Memoir
Story of Garryowen
Location was better suited as a resort than as a farm
Around 1900 Shirley and Elizabeth Ball traveled from their home in Buffalo, New York to Lake of Bays for their honeymoon. So impressed were they with their visit that a few years later they decided move to Muskoka and bought a large piece of land, complete with a house, along the southeast shore of the lake just before the Narrows into Trading Bay. They soon discovered that their location was much better suited as a resort that it was for farming, and began inviting their friends and relatives to stay with them. Their house burnt down a of couple years later, but in its place the Balls built a two-storey log lodge, which they called Garryowen. Very quickly, the number of visitors exceeded the capacity of the lodge. Rather than build additions to the lodge, as most hotels in Muskoka did when this happened, the Balls came up with a novel solution - no doubt inspired by their initial camping experience.
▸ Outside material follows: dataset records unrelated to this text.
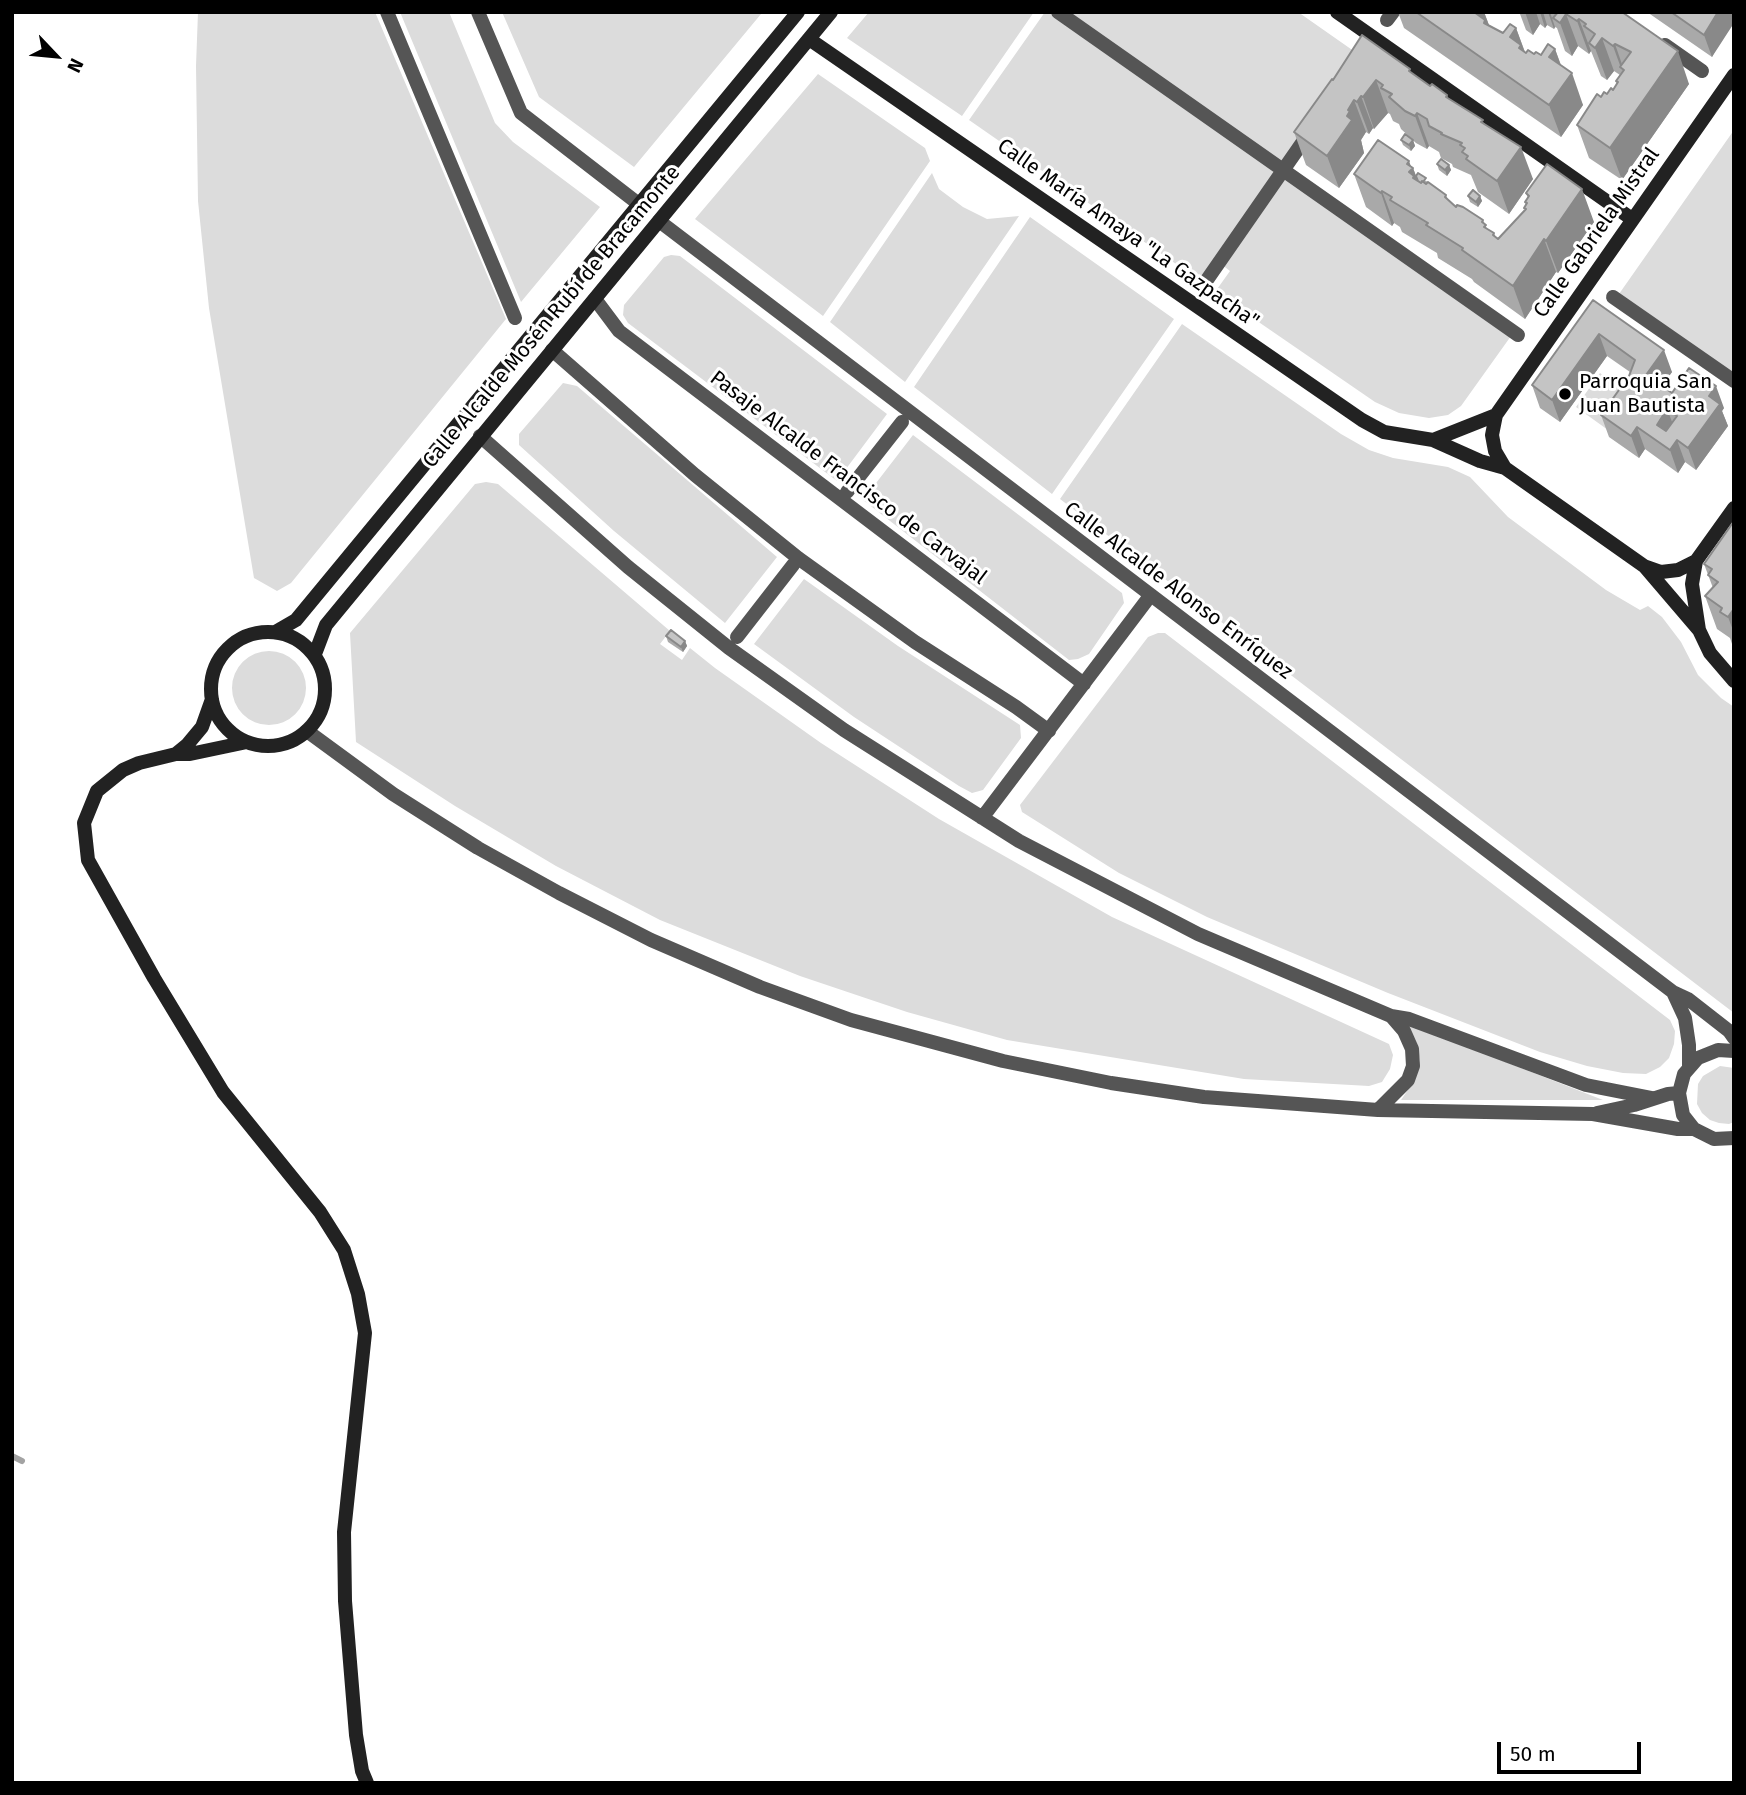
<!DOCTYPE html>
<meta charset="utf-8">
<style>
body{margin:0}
#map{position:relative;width:1746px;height:1795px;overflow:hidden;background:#fff;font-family:"Fira Sans",sans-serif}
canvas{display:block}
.frame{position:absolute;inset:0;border:14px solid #000;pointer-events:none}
.north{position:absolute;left:21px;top:21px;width:70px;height:70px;-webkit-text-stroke:5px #fff;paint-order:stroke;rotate:116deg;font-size:19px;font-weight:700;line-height:28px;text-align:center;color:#000}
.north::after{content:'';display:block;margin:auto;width:24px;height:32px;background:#000;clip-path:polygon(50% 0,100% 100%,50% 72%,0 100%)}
.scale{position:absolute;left:1497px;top:1742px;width:144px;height:32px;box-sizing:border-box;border:4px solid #000;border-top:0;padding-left:9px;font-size:21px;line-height:24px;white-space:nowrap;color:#000;-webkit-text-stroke:5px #fff;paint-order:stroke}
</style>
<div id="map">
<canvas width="1746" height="1795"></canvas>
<div class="frame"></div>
<div class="north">N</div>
<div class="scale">50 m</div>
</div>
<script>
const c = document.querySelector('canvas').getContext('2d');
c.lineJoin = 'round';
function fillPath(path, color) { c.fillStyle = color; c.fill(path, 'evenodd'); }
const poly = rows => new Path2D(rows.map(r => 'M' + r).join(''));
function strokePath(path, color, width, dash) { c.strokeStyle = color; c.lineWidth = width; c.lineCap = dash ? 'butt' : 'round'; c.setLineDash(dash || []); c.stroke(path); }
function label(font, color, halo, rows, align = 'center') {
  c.font = font + ' "Fira Sans",sans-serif'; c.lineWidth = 6; c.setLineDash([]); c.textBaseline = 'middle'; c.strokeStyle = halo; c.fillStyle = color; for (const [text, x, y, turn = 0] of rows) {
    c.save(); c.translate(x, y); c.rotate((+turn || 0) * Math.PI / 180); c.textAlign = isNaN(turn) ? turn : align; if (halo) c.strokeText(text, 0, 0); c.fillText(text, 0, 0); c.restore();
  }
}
const green = poly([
 [198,12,375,12,506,319,291,583,277,591,254,578,209,308,198,201,196,66],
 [400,12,449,12,495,123,513,142,600,207,521,302],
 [502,12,761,12,761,14,634,167,539,97],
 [869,12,1034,12,962,116,847,38],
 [1045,12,1050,12,1271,167,1275,173,1199,280,969,120],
 [1065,12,1298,12,1358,54,1282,164],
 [818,74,925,148,930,161,823,316,695,219],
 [1734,130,1734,374,1619,294],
 [932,173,939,189,963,207,987,219,1019,216,905,382,830,322],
 [1284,177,1511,336,1461,406,1448,415,1429,418,1399,413,1375,402,1215,292,1230,271,1221,264],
 [1030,217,1174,319,1052,494,914,387],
 [671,255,680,256,887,414,837,481,628,323,623,315,624,305,664,257],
 [1182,324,1341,434,1369,450,1393,458,1448,467,1470,477,1508,517,1606,590,1640,610,1648,606,1662,617,1681,642,1698,675,1721,698,1734,707,1734,1013,1060,499],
 [1600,373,1632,396,1608,430,1576,407],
 [563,383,577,386,777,557,725,623,614,531,519,445,519,434],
 [913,435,1122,593,1124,603,1089,654,1078,659,1069,660,863,500],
 [486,482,498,484,670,631,660,644,682,660,690,648,715,668,821,743,939,819,1112,917,1389,1044,1393,1055,1390,1069,1382,1082,1369,1086,1244,1079,1007,1040,907,1012,800,976,660,920,556,866,455,806,356,742,350,633,475,484],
 [804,579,898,646,1020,725,1021,738,983,790,972,793,959,786,854,717,754,644],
 [1158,633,1165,633,1670,1020,1675,1031,1674,1044,1669,1058,1660,1067,1646,1074,1623,1073,1587,1066,1540,1052,1388,993,1207,917,1119,873,1022,812,1020,805,1148,637],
 '232 688a37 37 0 1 1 74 0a37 37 0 1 1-74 0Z',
 [1406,1023,1603,1100,1401,1100,1414,1081,1420,1061,1416,1041],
 [1720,1066,1734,1068,1734,1122,1729,1124,1719,1123,1710,1120,1702,1113,1697,1104,1698,1084,1703,1076]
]);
const stream = poly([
 [12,1456,22,1461]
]);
const street = poly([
 [387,12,515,318],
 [478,12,521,113,640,205],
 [1058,12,1518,335],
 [1387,20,1393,12],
 [1665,45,1702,71],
 [659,221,1673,992,1688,999,1729,1031,1734,1038],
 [1202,287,1309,133],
 [1613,297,1734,381],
 [595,299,619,331,1084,684],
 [552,350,695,475,798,558,915,642,1016,707,1049,731],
 [480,436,628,567,729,648,844,730,1019,841,1198,934,1391,1016,1409,1019,1586,1085,1652,1098],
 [847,492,902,422],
 [737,637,793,565],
 [307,731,393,794,478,848,559,893,651,940,760,987,851,1020,1003,1061,1111,1083,1204,1097,1378,1110,1593,1114,1678,1129,1694,1129],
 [982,818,1150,596],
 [1673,992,1685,1018,1689,1045,1689,1066],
 [1734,1051,1718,1050,1698,1058,1684,1074,1679,1093,1683,1115,1694,1129,1714,1139,1734,1138],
 [1378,1110,1408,1080,1413,1066,1412,1049,1404,1031,1391,1016],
 [1597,1113,1634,1105,1668,1094,1679,1093]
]);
const secondary = poly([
 [1337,12,1632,219],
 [809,39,1362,420,1384,432,1433,440,1480,461,1505,468],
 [1734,75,1496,415,1492,435,1495,451,1505,468,1644,566,1661,572,1678,570,1696,561,1734,508],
 [1433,440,1496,415],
 [1696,561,1692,584,1699,630,1710,653,1734,681],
 [1645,567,1698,629],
 [277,631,296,620,798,12],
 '211 689a57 57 0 1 1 114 0a57 57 0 1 1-114 0Z',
 [315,654,326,625,831,12],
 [247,742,190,754,176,754,139,763,123,770,97,791,84,823,88,860,154,978,223,1092,320,1212,344,1250,358,1294,365,1333,344,1532,345,1601,356,1735,362,1771,367,1783],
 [176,754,187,745,202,727,212,699]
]);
const wall = poly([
 [1398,12,1484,12,1489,25,1503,33,1516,28,1525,52,1534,54,1541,55,1555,49,1561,65,1583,105,1561,137,1404,28],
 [1518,12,1622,12,1689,84,1622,180,1589,158,1577,125,1601,97,1613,90,1617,84,1616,81,1620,75,1614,71,1607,80,1601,76,1591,51,1589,54,1578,46,1572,56,1565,51,1557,28,1555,27,1554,29,1547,25,1545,28,1540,24,1533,35,1526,30,1520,14],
 [1647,12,1734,12,1712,57],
 [1411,73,1430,86,1447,95,1448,98,1484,123,1533,179,1509,214,1478,192,1471,175,1453,167,1452,164,1441,158,1439,152,1429,146,1427,149,1416,143,1401,129,1399,124,1393,121,1390,114,1388,113,1374,129,1373,128,1369,134,1366,132,1361,140,1364,153,1339,188,1306,165,1294,132,1333,80],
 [1401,140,1413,140,1415,146,1411,151,1403,145],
 [1437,164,1449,165,1451,170,1447,176,1439,170],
 [1411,166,1413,168,1416,176,1428,182,1446,195,1448,200,1456,207,1483,220,1487,229,1494,233,1496,238,1498,239,1525,210,1524,208,1526,204,1525,202,1528,198,1526,193,1594,222,1558,273,1556,272,1525,319,1474,282,1472,279,1438,258,1437,253,1402,232,1400,227,1394,223,1392,226,1366,207,1354,174],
 [1468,196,1480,196,1482,201,1478,207,1470,202],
 [1593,300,1672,372,1662,386,1672,393,1724,408,1722,411,1728,426,1696,470,1685,462,1678,473,1645,449,1639,458,1609,437,1601,415,1629,376,1630,372,1607,356,1560,422,1540,408,1532,385],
 [1734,521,1734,645,1732,644,1730,638,1717,629,1705,596,1713,588,1704,564],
 [666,636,685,641,687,646,683,652,668,642]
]);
const shadedWall = poly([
 [1474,12,1484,12,1493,36],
 [1525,12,1536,12,1540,24,1533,35],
 [1540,12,1543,12,1547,25,1545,28],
 [1548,12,1550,12,1555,27,1554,29],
 [1718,12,1734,12,1734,23,1712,57,1704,35],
 [1566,14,1578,46,1572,56,1560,23],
 [1579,19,1591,51,1589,54,1577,21],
 [1516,28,1528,61,1510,37],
 [1602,38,1614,71,1607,80,1595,48],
 [1615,44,1626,76,1624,70,1621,68,1613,46],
 [1555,49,1566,80,1572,73,1583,105,1561,137,1549,105,1549,57],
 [1678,51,1689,84,1622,180,1610,148],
 [1376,80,1388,113,1374,129,1363,97],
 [1361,96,1373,128,1369,134,1357,102],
 [1354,100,1366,132,1361,140,1364,153,1339,188,1327,156,1347,116,1348,110],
 [1417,113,1429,146,1427,149,1415,116],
 [1413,140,1415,146,1411,151,1409,145],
 [1521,147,1533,179,1509,214,1497,181],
 [1409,161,1412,169,1413,168,1425,200,1409,172,1407,164],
 [1449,165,1451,170,1447,176,1445,170],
 [1582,189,1594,222,1558,273,1546,241],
 [1382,191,1394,223,1392,226,1381,193],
 [1480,196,1482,201,1478,207,1476,202],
 [1544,239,1556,272,1525,319,1513,286],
 [1599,334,1607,356,1560,422,1552,400],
 [1664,350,1672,372,1654,397,1646,375],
 [1716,386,1724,408,1722,411,1728,426,1696,470,1688,448,1709,396],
 [1667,409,1676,432,1665,447,1657,425],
 [1637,427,1645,449,1639,458,1631,436],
 [1677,440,1685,462,1678,473,1670,450],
 [1733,610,1734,612,1734,633,1728,617],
 [685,641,687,646,683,652,681,647]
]);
const building = poly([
 [1416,12,1474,12,1485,20,1484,23,1503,33,1510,24,1516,28,1510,37,1521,45,1519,48,1526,53,1528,50,1534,54,1536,52,1541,55,1548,44,1555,49,1549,57,1572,73,1549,105,1416,12],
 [1558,12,1622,12,1678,51,1610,148,1577,125,1597,94,1601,97,1604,92,1607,94,1611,88,1613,90,1618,82,1616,81,1624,70,1620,67,1631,52,1615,44,1613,46,1602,38,1595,48,1589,43,1595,34,1584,26,1586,24,1579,19,1577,21,1566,14,1560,23,1553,18,1558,12],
 [1671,12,1718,12,1704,35,1671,12],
 [1362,35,1410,69,1409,71,1430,86,1432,84,1447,95,1446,97,1483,120,1481,122,1521,147,1497,181,1466,159,1468,156,1462,152,1465,148,1460,145,1462,143,1441,134,1442,133,1429,126,1427,119,1417,113,1415,116,1405,111,1389,97,1392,94,1381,88,1383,85,1376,80,1363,97,1361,96,1357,102,1354,100,1348,110,1350,111,1347,116,1352,120,1327,156,1294,132,1332,79,1333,80,1362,35],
 [1405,134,1413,140,1409,145,1401,140,1405,134],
 [1378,140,1409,161,1407,164,1413,168,1409,172,1414,176,1413,178,1421,183,1422,181,1426,184,1428,182,1446,195,1445,197,1456,207,1457,205,1463,207,1483,220,1482,222,1486,225,1484,227,1494,233,1493,235,1498,239,1526,209,1524,208,1527,203,1525,202,1529,196,1526,193,1547,164,1582,189,1546,241,1544,239,1513,286,1462,250,1463,248,1426,225,1428,223,1390,200,1392,197,1382,191,1381,193,1354,174,1378,140],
 [1441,159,1449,165,1445,170,1437,164,1441,159],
 [1418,173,1426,178,1423,182,1422,181,1421,183,1418,181,1416,176,1418,173],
 [1473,190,1480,196,1476,202,1468,196,1473,190],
 [1593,300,1664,350,1646,375,1672,393,1689,368,1716,386,1709,396,1720,404,1688,448,1677,440,1670,450,1637,427,1631,436,1601,415,1629,376,1635,360,1599,334,1552,400,1532,385,1593,300],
 [1667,409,1677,416,1666,431,1657,425,1667,409],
 [1734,521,1734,610,1733,610,1728,617,1720,612,1722,608,1705,596,1718,582,1708,575,1712,569,1704,564,1734,521],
 [671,630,685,641,681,647,666,636,671,630]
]);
const markers = [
 [1565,394,7,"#000"]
];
const streetNames = [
 ["Calle Gabriela Mistral",1597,233,-55],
 ["Calle María Amaya \"La Gazpacha\"",1128,234,35],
 ["Calle Alcalde Mosén Rubí de Bracamonte",552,317,-50],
 ["Pasaje Alcalde Francisco de Carvajal",848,478,37],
 ["Calle Alcalde Alonso Enríquez",1178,591,37]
];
const poiNames = [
 ["Parroquia San",1579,382],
 ["Juan Bautista",1579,406]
];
fillPath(green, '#dcdcdc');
strokePath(stream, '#a3a3a3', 6);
strokePath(street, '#555', 14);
strokePath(secondary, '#222', 14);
fillPath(wall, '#a9a9a9');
fillPath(shadedWall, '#898989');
fillPath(building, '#c4c4c4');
strokePath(building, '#898989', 2);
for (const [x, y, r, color] of markers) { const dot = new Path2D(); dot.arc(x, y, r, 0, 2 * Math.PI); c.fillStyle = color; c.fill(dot); strokePath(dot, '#fff', 2.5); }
label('21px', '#000', '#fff', streetNames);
label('21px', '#000', '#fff', poiNames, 'left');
</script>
The Balls built wooden-frame shelters that guests attached canvas sides to during their stay. They socialized with one another during the day and took their meals at the main hotel. Shirley and Elizabeth Ball never had any children, so it made sense to the couple to sell off portions of their land to these close friends and relatives who obviously loved the place as much as they did. As each decade passed, another cottage or two was built next to one of the pagoda camping shelters. By the time Shirley Ball died in the late 1930s much of the property had been subdivided. Although not everyone was family, their connection to the Balls and Garryowen meant they were also connected to one another.
This information was gathered from an interview in the summer of 2013 with Ann Ruhman.